Brief: Nothing but the lines from the first line of the records through the line with "const toPath = rows" should be output, exactly as written and free of pictures.
-- Opening Marker --
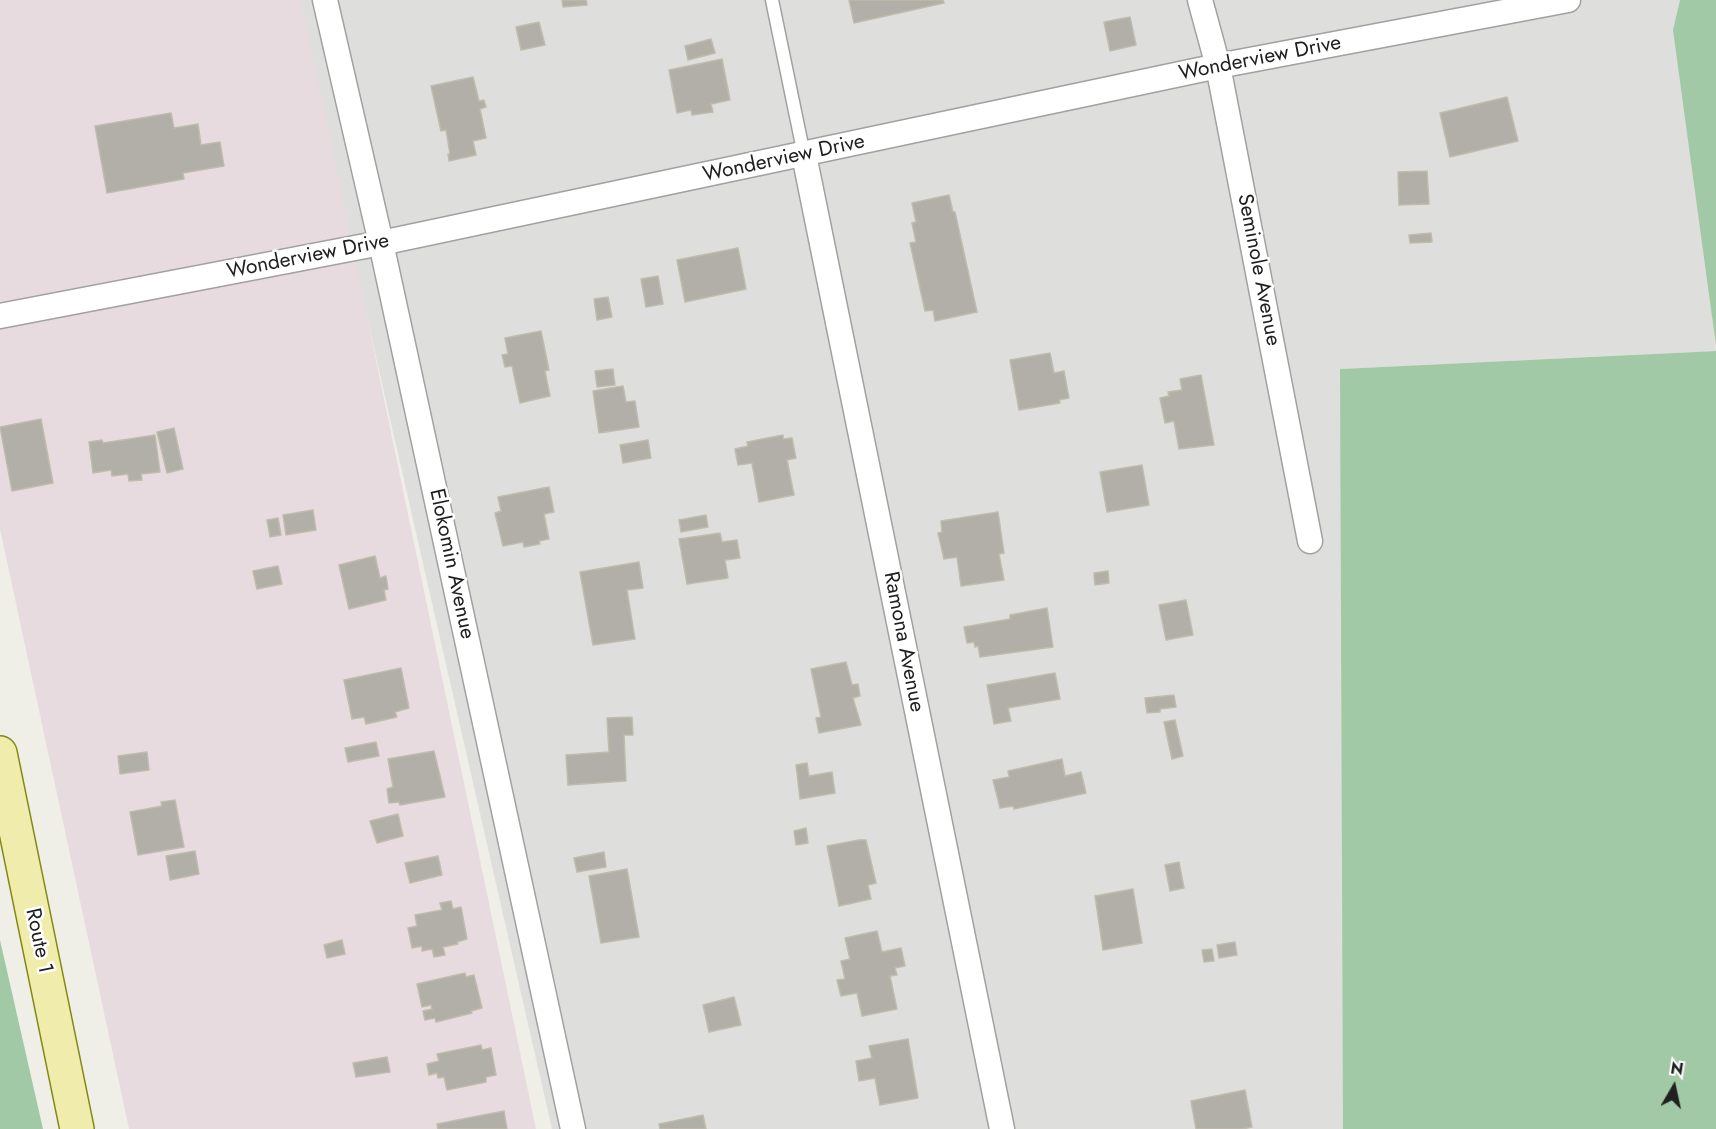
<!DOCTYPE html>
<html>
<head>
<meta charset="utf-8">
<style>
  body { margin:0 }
  #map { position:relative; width:1716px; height:1129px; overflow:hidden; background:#efefe8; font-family:Jost,sans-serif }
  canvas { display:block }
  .north { position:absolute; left:1644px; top:1057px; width:60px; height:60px; -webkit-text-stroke:4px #fff; paint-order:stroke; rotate:9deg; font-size:16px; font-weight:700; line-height:24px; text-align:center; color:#202020 }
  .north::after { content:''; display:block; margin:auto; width:21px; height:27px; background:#202020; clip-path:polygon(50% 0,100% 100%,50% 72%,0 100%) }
</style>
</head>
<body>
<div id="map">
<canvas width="1716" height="1129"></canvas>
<div class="north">N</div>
</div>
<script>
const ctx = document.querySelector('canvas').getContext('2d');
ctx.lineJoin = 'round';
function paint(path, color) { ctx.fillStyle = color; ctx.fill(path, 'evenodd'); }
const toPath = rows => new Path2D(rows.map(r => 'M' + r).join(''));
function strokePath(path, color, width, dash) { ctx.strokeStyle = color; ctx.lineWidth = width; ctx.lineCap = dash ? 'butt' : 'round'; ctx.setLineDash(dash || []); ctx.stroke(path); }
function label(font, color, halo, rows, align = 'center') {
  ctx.font = font + ' Jost,sans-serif'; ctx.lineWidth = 5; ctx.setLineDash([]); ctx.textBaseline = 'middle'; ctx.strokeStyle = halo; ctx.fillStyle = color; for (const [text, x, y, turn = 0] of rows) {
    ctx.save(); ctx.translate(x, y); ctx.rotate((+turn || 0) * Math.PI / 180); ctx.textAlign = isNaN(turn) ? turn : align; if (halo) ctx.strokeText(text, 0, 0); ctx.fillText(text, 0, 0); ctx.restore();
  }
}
paint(toPath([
  [299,0,1680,0,1677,14,1716,351,1340,369,1350,1129,552,1129,341,204]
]), '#dededd');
paint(toPath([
  [0,0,301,0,536,1129,129,1129,0,529]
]), '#e8dbe0');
paint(toPath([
  [1680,0,1716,0,1716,346,1673,30],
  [1716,351,1716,1129,1343,1129,1340,369],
  [0,940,43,1129,0,1129]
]), '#a2c9a6');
const building = toPath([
  [562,0,586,0,587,5,563,7,562,0],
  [849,0,943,0,944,3,854,23,849,0],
  [1130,17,1136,45,1110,51,1104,22,1130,17],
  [539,22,545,45,521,50,516,27,539,22],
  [711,39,715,53,688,60,685,46,711,39],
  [722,59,730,100,711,104,713,112,692,115,691,110,677,113,669,70,722,59],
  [473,77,479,101,484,100,486,107,480,109,486,138,473,141,476,155,449,161,448,154,450,154,446,130,441,131,431,86,473,77],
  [1507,97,1518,141,1450,157,1440,113,1507,97],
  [171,113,174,128,198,124,201,145,220,142,224,166,183,173,184,179,107,193,95,126,171,113],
  [1427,171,1429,204,1399,205,1398,172,1427,171],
  [949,195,953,212,955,212,977,312,935,321,933,310,925,311,910,243,916,242,912,223,916,222,912,203,949,195],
  [1431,233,1432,242,1410,243,1409,235,1431,233],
  [738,248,746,289,685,302,677,260,738,248],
  [658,276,663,304,646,307,641,279,658,276],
  [608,297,612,317,597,320,594,299,608,297],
  [541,331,549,370,545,371,550,396,520,403,512,366,505,367,502,355,508,354,505,338,541,331],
  [1050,353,1054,373,1064,371,1069,398,1059,400,1060,403,1019,410,1010,360,1050,353],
  [613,369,615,385,597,387,595,371,613,369],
  [1201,375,1214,445,1179,449,1174,421,1165,423,1160,398,1169,396,1168,392,1182,390,1180,379,1201,375],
  [623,386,626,402,635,401,639,427,599,433,593,391,623,386],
  [41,419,53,483,12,491,0,427,41,419],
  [174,428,183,469,167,473,157,432,174,428],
  [155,435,160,472,141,474,142,480,129,481,128,474,112,476,111,470,93,473,89,442,102,440,103,443,155,435],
  [783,435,783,439,792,438,796,458,787,460,794,495,759,502,752,463,738,465,735,449,748,446,747,442,783,435],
  [648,440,651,458,623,463,620,445,648,440],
  [1142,465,1149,505,1107,512,1100,472,1142,465],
  [549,487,554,512,544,514,549,539,539,541,540,544,524,547,523,542,503,546,495,513,501,511,498,497,549,487],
  [313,510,316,530,286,535,283,515,313,510],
  [998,512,1004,553,999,554,1004,580,961,586,957,557,944,559,938,533,942,532,941,521,998,512],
  [706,515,708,527,681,532,679,520,706,515],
  [278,518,281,535,270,537,267,520,278,518],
  [720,533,722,542,737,540,740,558,725,560,728,578,687,584,679,539,720,533],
  [375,556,380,578,386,576,388,589,384,590,386,600,349,609,339,565,375,556],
  [639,562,643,588,627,590,635,639,593,645,580,572,639,562],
  [278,566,282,584,257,589,253,571,278,566],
  [1108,571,1109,583,1095,585,1094,573,1108,571],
  [1186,600,1193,635,1166,640,1159,605,1186,600],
  [1047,608,1053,647,980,657,978,646,975,647,974,642,967,643,964,627,1010,619,1010,615,1047,608],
  [846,662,852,685,858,684,860,696,853,698,861,725,819,733,816,718,821,717,811,669,846,662],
  [401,668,409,708,395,712,397,717,366,724,364,717,352,719,344,680,401,668],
  [1055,673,1060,699,1008,708,1011,721,994,724,987,685,1055,673],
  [1174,695,1176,707,1160,709,1160,712,1147,713,1145,698,1174,695],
  [632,717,633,735,624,735,626,781,568,785,566,755,609,752,607,718,632,717],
  [1175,720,1183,756,1172,759,1164,722,1175,720],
  [376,742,379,756,348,762,345,748,376,742],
  [434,751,445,797,400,805,399,802,389,803,387,789,393,787,388,759,434,751],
  [147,752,149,770,120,774,118,756,147,752],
  [1062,759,1065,776,1081,772,1086,793,1014,809,1013,806,1000,808,993,780,1009,777,1008,771,1062,759],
  [807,763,809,776,832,772,835,793,800,799,796,765,807,763],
  [175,800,184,847,138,855,130,812,162,806,161,802,175,800],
  [398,814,403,836,377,843,370,821,398,814],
  [806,828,808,843,796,845,794,831,806,828],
  [859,840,866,840,876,883,868,885,871,899,839,906,827,846,859,840],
  [195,851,199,874,170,880,166,856,195,851],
  [604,852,606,867,577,872,574,858,604,852],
  [438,856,442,875,410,883,405,863,438,856],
  [1179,862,1184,888,1170,891,1165,865,1179,862],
  [627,869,639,937,601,943,589,876,627,869],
  [1133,889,1142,943,1103,950,1095,896,1133,889],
  [451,901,453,909,461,907,467,939,457,942,458,944,443,947,445,955,434,957,432,949,422,951,422,946,412,948,408,928,417,926,415,915,442,910,440,903,451,901],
  [877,931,882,952,901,948,905,966,895,968,897,975,890,976,897,1009,862,1016,857,993,841,996,837,980,845,979,841,961,850,959,845,938,877,931],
  [342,940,345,954,327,958,324,945,342,940],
  [1235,942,1237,955,1219,958,1217,945,1235,942],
  [1212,949,1214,961,1204,962,1202,950,1212,949],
  [465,973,466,977,474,975,482,1008,471,1011,472,1013,436,1022,435,1018,425,1020,423,1011,432,1009,431,1005,422,1007,417,984,465,973],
  [734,997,741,1025,709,1032,703,1005,734,997],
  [908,1039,918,1098,880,1105,875,1078,859,1081,856,1061,872,1058,869,1046,908,1039],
  [481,1045,482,1050,491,1048,496,1075,486,1077,486,1082,447,1090,444,1077,438,1078,437,1073,429,1075,427,1064,439,1061,437,1054,481,1045],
  [387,1057,390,1072,356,1077,353,1063,387,1057],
  [1245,1090,1252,1127,1242,1129,1196,1129,1191,1101,1245,1090],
  [504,1111,507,1129,438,1129,437,1124,504,1111],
  [703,1115,706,1129,660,1129,659,1124,703,1115]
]);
paint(building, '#b1afa7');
strokePath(building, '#bfbcac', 1.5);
const lane = toPath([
  [772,0,804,155]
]);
const street = toPath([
  [325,0,381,243,573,1129],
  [1200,0,1218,66,1310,541],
  [804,155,1002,1129],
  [0,316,381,243,1218,66,1568,0]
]);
const primary = toPath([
  [0,753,77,1129]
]);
strokePath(lane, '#a1a1a1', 15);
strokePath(street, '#a1a1a1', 27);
strokePath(primary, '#828913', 36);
strokePath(lane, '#fff', 12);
strokePath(street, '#fff', 24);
strokePath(primary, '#f0edac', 33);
label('21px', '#202020', '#fff', [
  ["Wonderview Drive",1260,59,-11],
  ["Wonderview Drive",784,159,-12],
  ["Wonderview Drive",308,257,-11],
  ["Seminole Avenue",1258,270,79],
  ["Elokomin Avenue",451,564,78],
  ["Ramona Avenue",903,642,79],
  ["Route 1",38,941,78]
]);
</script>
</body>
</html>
-- Closing Marker --
Task result:
<!DOCTYPE html>
<html>
<head>
<meta charset="utf-8">
<style>
  body { margin:0 }
  #map { position:relative; width:1716px; height:1129px; overflow:hidden; background:#efefe8; font-family:Jost,sans-serif }
  canvas { display:block }
  .north { position:absolute; left:1644px; top:1057px; width:60px; height:60px; -webkit-text-stroke:4px #fff; paint-order:stroke; rotate:9deg; font-size:16px; font-weight:700; line-height:24px; text-align:center; color:#202020 }
  .north::after { content:''; display:block; margin:auto; width:21px; height:27px; background:#202020; clip-path:polygon(50% 0,100% 100%,50% 72%,0 100%) }
</style>
</head>
<body>
<div id="map">
<canvas width="1716" height="1129"></canvas>
<div class="north">N</div>
</div>
<script>
const ctx = document.querySelector('canvas').getContext('2d');
ctx.lineJoin = 'round';
function paint(path, color) { ctx.fillStyle = color; ctx.fill(path, 'evenodd'); }
const toPath = rows => new Path2D(rows.map(r => 'M' + r).join(''));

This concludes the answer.